Uncollated thoughts of my weekend.
Friday night my office closed up an hour early due to the remnants of Ivan, which tells you enough about the storm that I was about 800 miles inland from its arrival. While driving home the biggest problem I had was that the creek had taken over one lane on Washington Pike, and was working its way over to the other, so I figured I was going to be okay, though I did start to get worried when I noticed that they had fenced off about 10 parking spaces in my lot because the ground beneath had given way earlier in the week. Living on the third floor also helps.
My parents had decided this was the weekend to visit my aunt in the Carolinas, so I needed to check in with my aunt who lives adjacent to my parents. Not that their houses were in any danger, they're up on the hill, worst case would be a tree falling down. The only tree that came down landed on the driveway, so that was good. However I found out that Houston, PA was getting whacked six ways from Sunday. Given they had already wrecked most of the downtown to put in a wider intersection, I figure there's going to be a sinkhole there next week.
On Saturday, I awake to a sunny day, see that I'm in no danger, aside from the possibility of a tree falling over into my entryway on the next storm. I'll live. I'm also under a water advisory, so I decide to roll out to the local store and get some fluids, and find out how bad people are having it. It was then I found out the highway interchange flooded out, so I was feeling really lucky. Coming back to my apartment, I caught a bit of Pitt-Nebraska, including the first real sign of the scope of this thing.

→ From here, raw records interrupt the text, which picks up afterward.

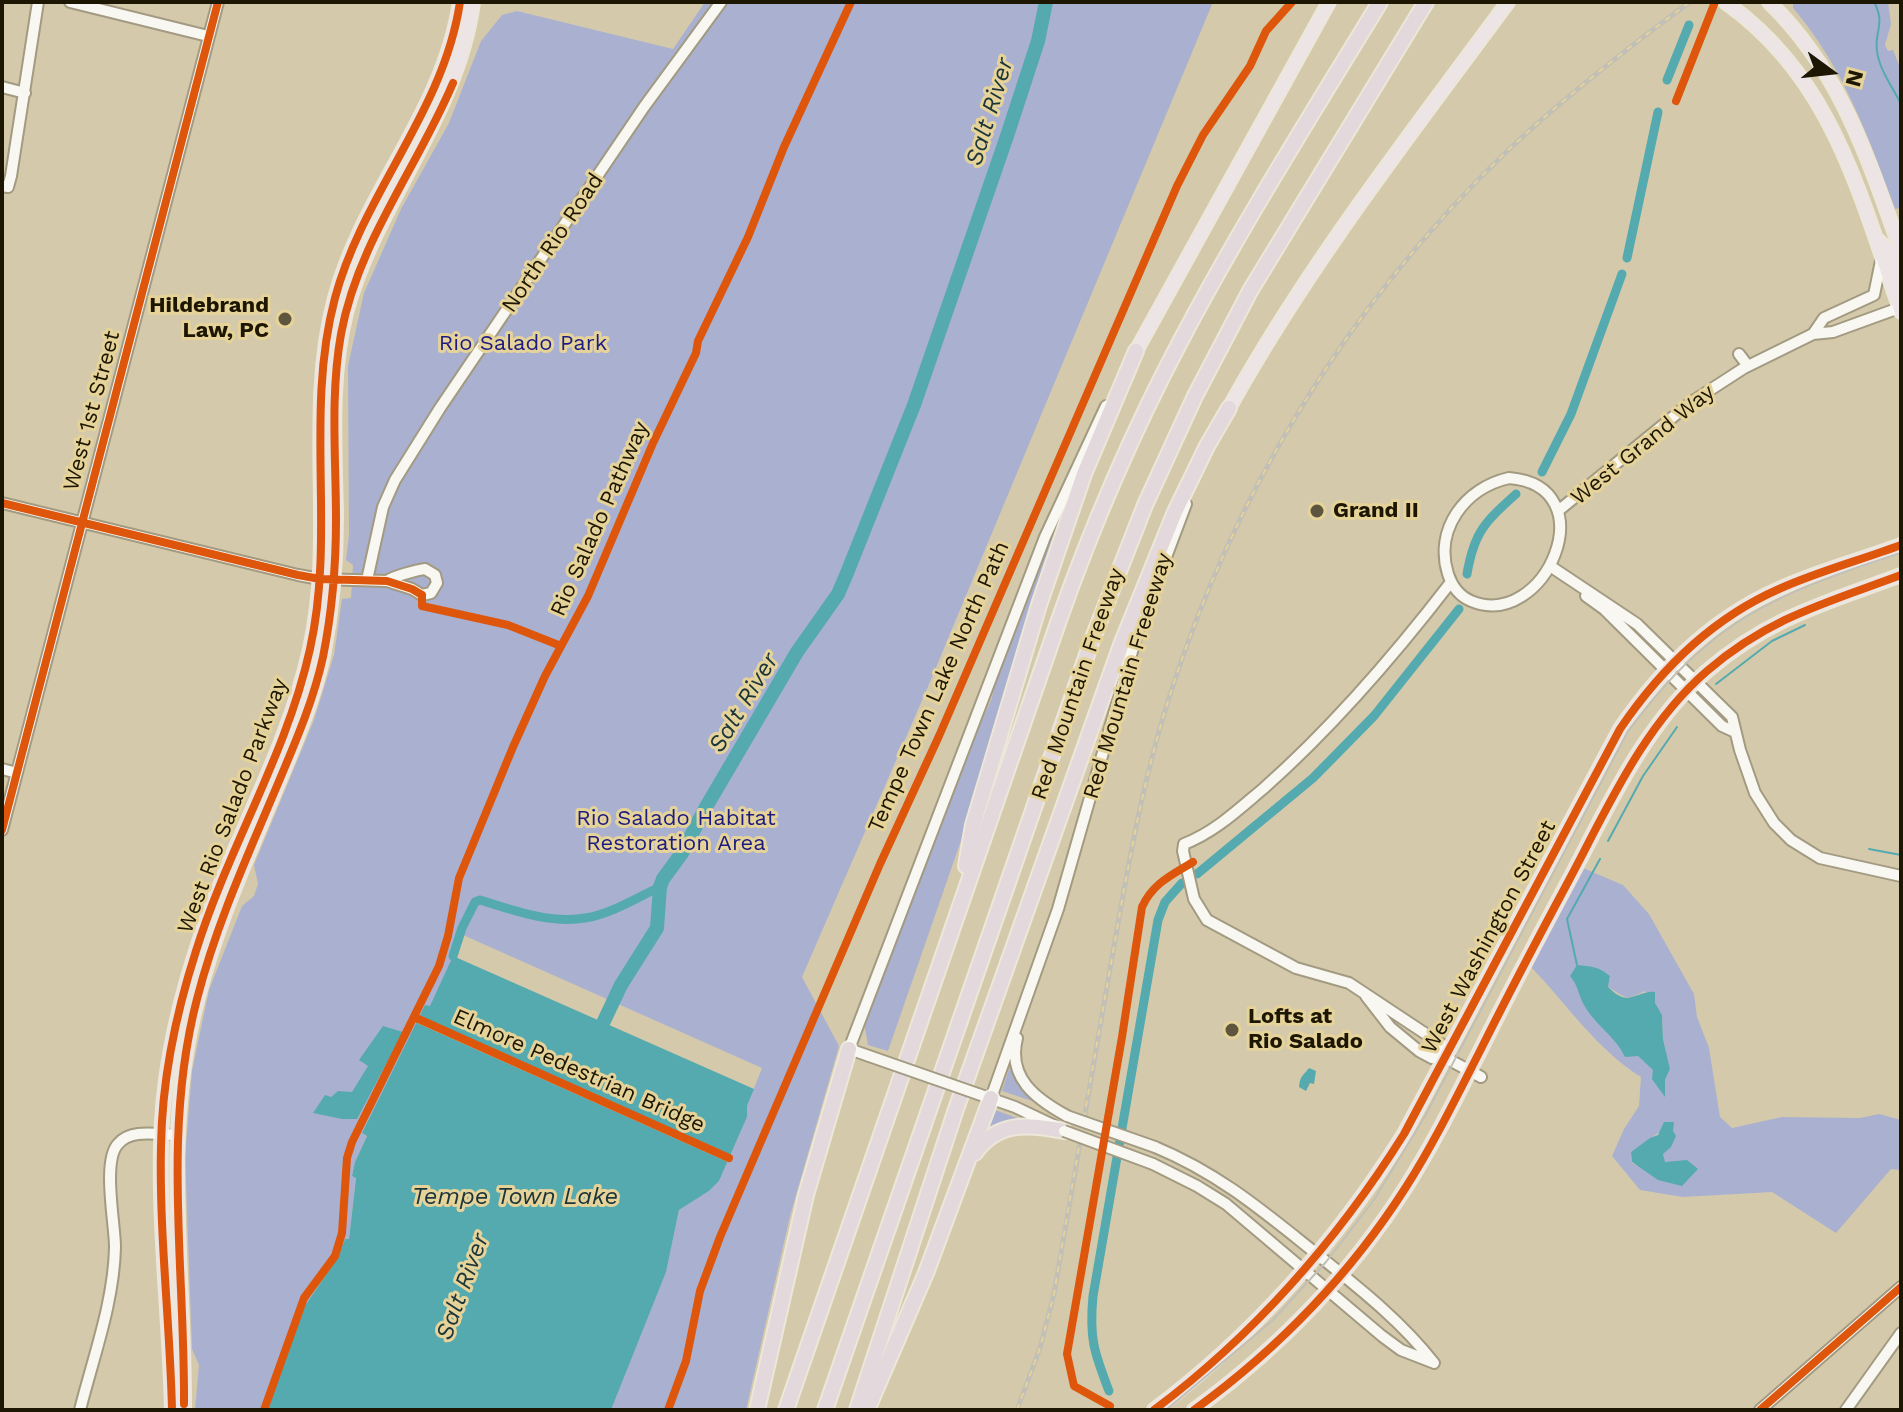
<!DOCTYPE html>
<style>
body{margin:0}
#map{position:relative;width:1903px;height:1412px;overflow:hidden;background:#d4caab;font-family:"Work Sans",sans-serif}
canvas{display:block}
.frame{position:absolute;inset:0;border:4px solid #1d1602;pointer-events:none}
.north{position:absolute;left:1791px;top:32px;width:80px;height:80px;-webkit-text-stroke:6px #e5d39a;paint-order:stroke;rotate:105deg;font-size:22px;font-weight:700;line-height:32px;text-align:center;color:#1d1602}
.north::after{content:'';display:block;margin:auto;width:28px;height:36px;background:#1d1602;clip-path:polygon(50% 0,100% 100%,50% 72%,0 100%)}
</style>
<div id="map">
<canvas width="1903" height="1412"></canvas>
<div class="frame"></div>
<div class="north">N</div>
</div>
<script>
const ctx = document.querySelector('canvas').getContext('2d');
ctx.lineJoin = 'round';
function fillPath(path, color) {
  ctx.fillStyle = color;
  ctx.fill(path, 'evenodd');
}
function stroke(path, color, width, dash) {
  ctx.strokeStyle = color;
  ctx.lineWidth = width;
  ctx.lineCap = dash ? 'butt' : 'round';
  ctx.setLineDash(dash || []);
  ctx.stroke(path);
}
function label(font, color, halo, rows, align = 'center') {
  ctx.font = font + ' "Work Sans",sans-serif';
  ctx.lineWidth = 6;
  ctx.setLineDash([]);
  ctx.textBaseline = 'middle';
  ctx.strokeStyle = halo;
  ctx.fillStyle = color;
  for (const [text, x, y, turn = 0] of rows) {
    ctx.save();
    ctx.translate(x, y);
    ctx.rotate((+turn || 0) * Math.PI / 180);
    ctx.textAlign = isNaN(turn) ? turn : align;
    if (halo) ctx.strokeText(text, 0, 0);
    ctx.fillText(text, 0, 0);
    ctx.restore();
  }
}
fillPath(new Path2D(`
 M705 2H1213L930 682 802 977 839 1046 790 1216 746 1410H611L666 1271 679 1210 709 1191 719 1181 747 1117V1106L762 1068 463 935 430 1007 425 1006 362 1133 367 1136 355 1162 352 1176 356 1177 349 1239H345L337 1259 304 1307 267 1410H195L199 1365 192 1349 185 1156 192 1071 209 990 242 906 254 896 258 884 254 865 314 720 334 655 342 599 351 598 353 565 346 560 349 535 348 366 364 293 401 209 449 123 481 41 502 15 517 11 673 49Z
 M1793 2H1888L1891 24 1885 45 1888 51 1893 50 1901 70V208L1895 209C1869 138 1843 66 1793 8Z
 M1069 492 1039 587 999 731 888 1051 868 1045 864 1023 974 738 992 698 995 683Z
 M1583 868 1623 885 1649 914 1694 994 1697 1017 1709 1048 1720 1117 1732 1128 1782 1117 1860 1118 1879 1114 1901 1120V1170L1891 1169 1836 1233 1772 1192 1683 1197 1640 1190 1612 1156 1624 1129 1639 1106 1641 1077C1595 1048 1567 1004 1530 966ZM1605 972 1610 976 1608 987C1627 998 1624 1001 1645 991L1662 1015 1663 1039 1670 1069 1665 1080 1638 1056H1625C1612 1031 1582 1015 1578 984ZM1674 1122 1663 1154 1665 1163 1646 1170 1632 1163 1631 1152Z
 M1010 1066 1021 1089 1032 1101 1002 1091Z
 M995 1110 1023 1120 987 1132Z`), '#aab0d0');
fillPath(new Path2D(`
 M453 956 754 1089 747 1106V1117L719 1181 709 1191 679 1210 666 1272 611 1410H267L304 1307 337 1259 345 1239H349L356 1178 352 1176 355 1162 367 1136 362 1133 425 1005 430 1006Z
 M1577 965C1590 966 1600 967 1610 976L1608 987C1612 990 1615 994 1620 996 1630 1002 1643 990 1655 992V1003L1662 1015 1663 1039 1670 1069 1665 1080V1097L1652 1079 1653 1070 1638 1056 1625 1057C1615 1036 1595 1025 1584 1005 1578 994 1578 985 1570 976Z
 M383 1026 403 1032 357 1119H342L313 1113 325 1095 331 1097 338 1091 352 1092 368 1066 359 1060Z
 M1309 1068 1316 1071 1314 1084 1310 1083 1306 1091 1299 1087C1300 1075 1304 1075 1309 1068Z
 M1664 1122H1674L1673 1131 1676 1136 1671 1147 1663 1154 1665 1162 1687 1160 1698 1169 1682 1186 1658 1180 1632 1162 1631 1152 1650 1138 1658 1135Z`), '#55aaaf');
fillPath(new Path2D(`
 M420 1016 731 1155 728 1162 417 1023Z`), '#d4caab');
stroke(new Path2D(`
 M1874 2C1886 24 1874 31 1877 51 1879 69 1893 88 1901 104
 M1716 684 1772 641 1805 625
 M1608 841 1643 776 1677 727
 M1869 849 1901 855
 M1577 965 1567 919 1600 859`), '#55aaaf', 2);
stroke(new Path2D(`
 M1667 80 1689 25
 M1627 258 1658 112
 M1542 472 1571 414 1622 274
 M1467 574C1474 532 1485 522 1516 494
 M1197 874 1313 778 1374 716 1459 609
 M453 956 462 928 475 902 480 900C512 910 550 924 585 918 611 914 636 898 660 887
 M1109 1391C1094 1352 1089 1338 1093 1296L1158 920 1165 902 1182 883`), '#55aaaf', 9);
stroke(new Path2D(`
 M595 1040 621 985 657 928 660 887 663 879 682 853 706 807 797 652 838 594 847 573 914 405 1007 136 1038 41 1046 2`), '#55aaaf', 14);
const minor = new Path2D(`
 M70 2 208 36
 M2 87 25 93
 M2 186 8 187 11 176 38 2
 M1813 334 1824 318 1874 295 1882 256
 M1739 354 1748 366
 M1509 478C1608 486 1545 632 1471 601 1459 596 1452 586 1448 574 1434 529 1465 488 1509 478Z
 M2 503 298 575 320 579 387 581 412 589 422 595 431 593 437 583 435 575 425 569C417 570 391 577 387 581
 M1558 511 1690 403 1744 368 1813 334 1833 332 1899 308
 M1550 566 1637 624 1732 717 1740 750 1755 793 1774 823 1791 840 1820 858 1901 876
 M367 580 383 507 395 480 440 408 644 107 721 2
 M1586 596 1604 609 1722 726 1735 732
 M2 769 17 773
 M2 830 218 2
 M1366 996 1390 1027 1419 1051 1432 1058 1444 1057 1481 1077
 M1017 1038C1007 1078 1036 1099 1067 1116
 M869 1056 849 1049 1045 537 1106 406
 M1444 1057 1441 1044 1349 983 1296 968 1207 920 1194 899 1183 851 1184 844C1215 832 1239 809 1264 788 1334 726 1394 656 1451 582
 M978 1094 1015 1107 1055 1126
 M991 1098 1058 909 1137 634 1186 504
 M1155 1147C1220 1174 1264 1212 1318 1255 1359 1288 1401 1321 1434 1363
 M1153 1164 1197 1186 1226 1204 1382 1336 1401 1350 1432 1362
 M80 1410C93 1358 114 1302 115 1247 115 1224 102 1161 118 1144 131 1128 158 1135 177 1135
 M1760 1410 1901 1287
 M1846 1410 1901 1333`);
const major = new Path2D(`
 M1725 2C1833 78 1859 194 1901 312
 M1769 2C1842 73 1867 157 1901 250
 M1879 241 1889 252 1901 285
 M1136 351 1329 2
 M1229 408C1309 264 1410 135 1508 2
 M172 1410C170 1322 159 1234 161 1146 162 1080 176 1013 196 951 228 848 287 754 310 649 336 533 304 414 335 298 363 193 444 111 460 2
 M184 1410C185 1272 161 1136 197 1001 217 922 251 849 282 774 298 736 314 697 323 656 332 610 336 564 336 518 335 449 329 380 346 313 375 203 458 117 473 2
 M1154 1410C1255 1334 1337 1241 1404 1134L1620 729C1660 670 1713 618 1779 589 1819 571 1861 560 1901 545
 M1194 1410C1278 1349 1350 1275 1406 1187 1434 1143 1457 1096 1481 1049 1509 993 1538 938 1568 882 1607 809 1643 726 1707 671 1770 617 1826 603 1901 575`);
const highway = new Path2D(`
 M966 866 973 825 1039 605 1084 474 1136 351
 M975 1153C997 1121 1029 1124 1064 1131
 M757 1410 806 1195 849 1049
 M786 1410 1059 620C1093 524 1133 431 1180 342 1241 226 1312 114 1380 2
 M825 1410 1091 643 1145 505 1195 396 1250 291 1426 2
 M857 1410 956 1109 1121 645 1175 512 1207 446 1229 408
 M867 1410 926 1273 991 1098`);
stroke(minor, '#a29a81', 14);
stroke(major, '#ece7d9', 16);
stroke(highway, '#ece7d9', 18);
stroke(minor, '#f9f7f2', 10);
stroke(major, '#ece4e5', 12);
stroke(highway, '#e3d8db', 14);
stroke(new Path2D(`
 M1166 1410 1273 1320 1326 1262 1374 1200 1425 1116 1628 731C1652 700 1676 670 1707 645 1761 598 1834 575 1901 553`), '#c2bfb6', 2);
const rail = new Path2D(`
 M1017 1410 1040 1348 1054 1294C1072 1185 1091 1077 1110 969 1126 878 1141 786 1169 698 1234 492 1349 304 1504 154 1562 99 1626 49 1690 2`);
stroke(rail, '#c2bfb6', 5);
stroke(rail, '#e5d39a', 2, [6]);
const minorBridge = new Path2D(`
 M869 1056 978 1094
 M1067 1116 1155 1147
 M1064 1131 1153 1164`);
stroke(minorBridge, '#a29a81', 14, []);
stroke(minorBridge, '#f9f7f2', 10);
stroke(new Path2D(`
 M1676 101 1715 2
 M2 503 298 575 320 579 387 581 412 589 422 595
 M422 595V606L508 625 561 646
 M2 830 218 2
 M414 1017 729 1158
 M184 1404C185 1268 162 1133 197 999 217 921 251 848 282 774 298 736 314 698 323 657 332 612 336 566 336 520 336 458 330 396 341 334 358 242 417 168 453 83
 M1110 1406 1074 1386 1067 1354 1122 1037 1142 907C1153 883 1172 875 1193 862
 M172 1410C170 1322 159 1234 161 1146 162 1080 176 1013 196 951 228 848 287 754 310 649 336 533 304 414 335 298 363 193 444 111 460 2
 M264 1410 304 1298 335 1256 342 1233 347 1158 352 1142 439 966 448 936 459 878 513 747 545 676 588 596 653 443 696 353 698 341 748 237 784 147 851 2
 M668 1410 686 1361 700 1291 720 1237 880 864 939 736 1177 186 1203 135 1250 66 1266 31 1292 2
 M1154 1410C1255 1334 1337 1241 1404 1134L1620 729C1660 670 1713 618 1779 589 1819 571 1861 560 1901 545
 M1194 1410C1278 1349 1350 1275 1406 1187 1434 1143 1457 1096 1481 1049 1509 993 1538 938 1568 882 1607 809 1643 726 1707 671 1770 617 1826 603 1901 575
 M1760 1410 1901 1287`), '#de560c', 8);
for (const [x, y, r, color] of [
 [285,319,8,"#5d553d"],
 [1317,511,8,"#5d553d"],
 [1232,1030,8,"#5d553d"]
]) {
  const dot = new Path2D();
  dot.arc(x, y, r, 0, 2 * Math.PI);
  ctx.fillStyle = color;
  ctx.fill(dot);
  stroke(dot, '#e5d39a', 3);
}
label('22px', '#1d1602', '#e5d39a', [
 ["North Rio Road",553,243,-56],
 ["West 1st Street",92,411,-75],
 ["West Grand Way",1643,445,-39],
 ["Rio Salado Pathway",600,519,-66],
 ["Red Mountain Freeeway",1128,676,-73],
 ["Red Mountain Freeway",1078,684,-71],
 ["Tempe Town Lake North Path",939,687,-66],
 ["West Rio Salado Parkway",233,806,-69],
 ["West Washington Street",1489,937,-62],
 ["Elmore Pedestrian Bridge",579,1071,24]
]);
label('bold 22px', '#1d1602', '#e5d39a', [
 ["Hildebrand",269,306,"right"],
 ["Law, PC",269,331,"right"],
 ["Grand II",1333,511],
 ["Lofts at",1248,1017],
 ["Rio Salado",1248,1042]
], 'left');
label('22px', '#1c1b80', '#e5d39a', [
 ["Rio Salado Park",523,344],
 ["Rio Salado Habitat",676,819],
 ["Restoration Area",676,844]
]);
label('italic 24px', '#1c353a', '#e5d39a', [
 ["Salt River",990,112,-73],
 ["Salt River",744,703,-59],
 ["Tempe Town Lake",515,1197],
 ["Salt River",463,1287,-70]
]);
</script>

They took a blimp shot of just outside Heinz Field, and showed a marina floating downriver, with about 40 boats attached. Immediately, I think "Hmm. Free Marina."
Sunday morning, the radio wakes me to the story of Carnegie, PA. At about 5PM Friday, the entire emergency services staff of Carnegie gets stuck on the elevated bridge in town. About 5 minutes later, the chief of police gets a call telling him that Canonsburg Dam is about to go. Now, for those of you without a map, if Canonsburg Dam goes, and you're stuck on the elevated bridge in Carnegie, you have eight minutes to consider your future career as a marina. On the other hand, I would have approximately four minutes to consider the need to purchase an Alan Parsons Project or other form of commuter hovercraft. Luckily, it didn't go, however it's no way to start your morning.
Sunday afternoon, I saw two of the most disturbing things possible in a Steelers game. First of all was the Tommy Maddox injury, which if you saw it in real time, looked freakishly like what Willis McGahee's injury looked like if done to an elbow.You can bend the elbow one way, or the other, but not both ways in a one second period. I should apologize to Tommy, after he jammed his arm earlier on someone's helmet, and then started jawing with the guy, I said to myself: "He's not making it out of this game, he's either getting ejected or killed." I guess it's my fault. I need to learn to control these powers.
The second scariest thing I saw in this game was our fake punt formation, which looked all the world like we were put Gardocki in at slot, and Polamalu was at quarterback. Let me get this straight, we still have fifteen former quarterbacks on the team, and we're snapping...to the safety?
Waking up with Burger King next to me has to be about 94-octane nightmare fuel. Comparatively, Arby's oven mitt gouging out its own eye, in an Un Rosbif Andalou moment, only 86-octane.
Late Sunday, two odd bits. First of all, Kellen Winslow blows out the equipment. Given we pretty much already decided to put him on the list, but I forgot to update, can I put him up with strikethru? I need a ruling on this. I then flip over to flooding coverage to find that the death toll is mercifully low, but the injuries are exceedingly high. And Pittsburgh's crappy demographics strike again. The chief injury: broken bones, mostly hips, caused by people slipping and falling as they shovel mud.